Alaska Native Raina Thiele reflects on the President's historic and unprecedented three-day trip to Alaska.
Getting help to his feet after a group photo with the performers. (Official White House Photo by Pete Souza)
Getting help to his feet after a group photo with the performers. (Official White House Photo by Pete Souza)

My ancestors have occupied the lands known as Alaska for over 10,000 years. Our traditions are steeped in history and intimately connected with the land and its natural resources. One month ago, President Obama made a historic and unprecedented three-day trip to Alaska and I had the honor and privilege to accompany him. Looking back, I’m blown away by the fact that this was the first time a sitting President has ever visited rural Alaska and traveled above the Arctic Circle.

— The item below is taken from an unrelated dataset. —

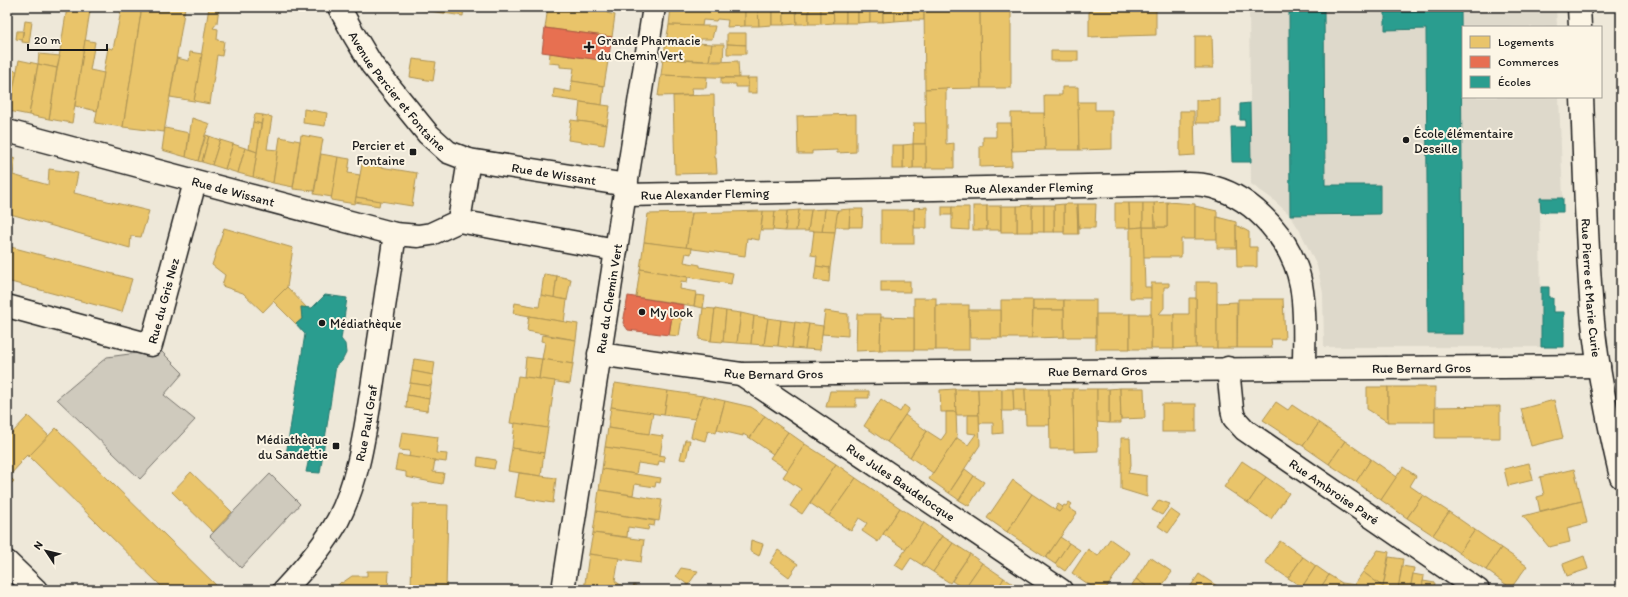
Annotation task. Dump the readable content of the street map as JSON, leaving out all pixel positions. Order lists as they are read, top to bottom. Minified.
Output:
{"streets":{"street":["Avenue Percier et Fontaine","Rue de Wissant","Rue Alexander Fleming","Rue Pierre et Marie Curie","Rue du Gris Nez","Rue du Chemin Vert","Rue Bernard Gros","Rue Paul Graf","Rue Jules Baudelocque","Rue Ambroise Paré"]},"crossings":[["Avenue Percier et Fontaine","Rue de Wissant"],["Rue de Wissant","Rue Alexander Fleming"],["Rue de Wissant","Rue du Gris Nez"],["Rue de Wissant","Rue du Chemin Vert"],["Rue de Wissant","Rue Paul Graf"],["Rue Alexander Fleming","Rue du Chemin Vert"],["Rue Alexander Fleming","Rue Bernard Gros"],["Rue Pierre et Marie Curie","Rue Bernard Gros"],["Rue du Chemin Vert","Rue Bernard Gros"],["Rue Bernard Gros","Rue Jules Baudelocque"],["Rue Bernard Gros","Rue Ambroise Paré"]],"places":{"health":["Grande Pharmacie du Chemin Vert"],"other":["École élémentaire Deseille","My look","Médiathèque"],"transit":["Percier et Fontaine","Médiathèque du Sandettie"]},"legend":["Logements","Commerces","Écoles"],"scale_bar":"20 m","north":"top left"}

As an Alaska Native who was born and raised in the state, the President’s trip was uniquely moving for me. I was fortunate enough to witness a moment in history. A moment that we may never see again in our lifetimes.

I grew up in a pretty uniquely “Alaskan” way. My summers were spent subsistence and commercial fishing for wild salmon, salmon that depended on the health of the environment to flourish. In my mother’s small Dena’ina Athabascan village, I’d help her and my grandmother filet and smoke salmon for the winter in the traditional Dena’ina way. Other summers I spent commercial fishing in Bristol Bay with my Dad on a salmon gillnet boat. Whether for subsistence or economic reasons, salmon and other natural resources were the lifeblood of my family, and the same stands true for many of Alaska’s people.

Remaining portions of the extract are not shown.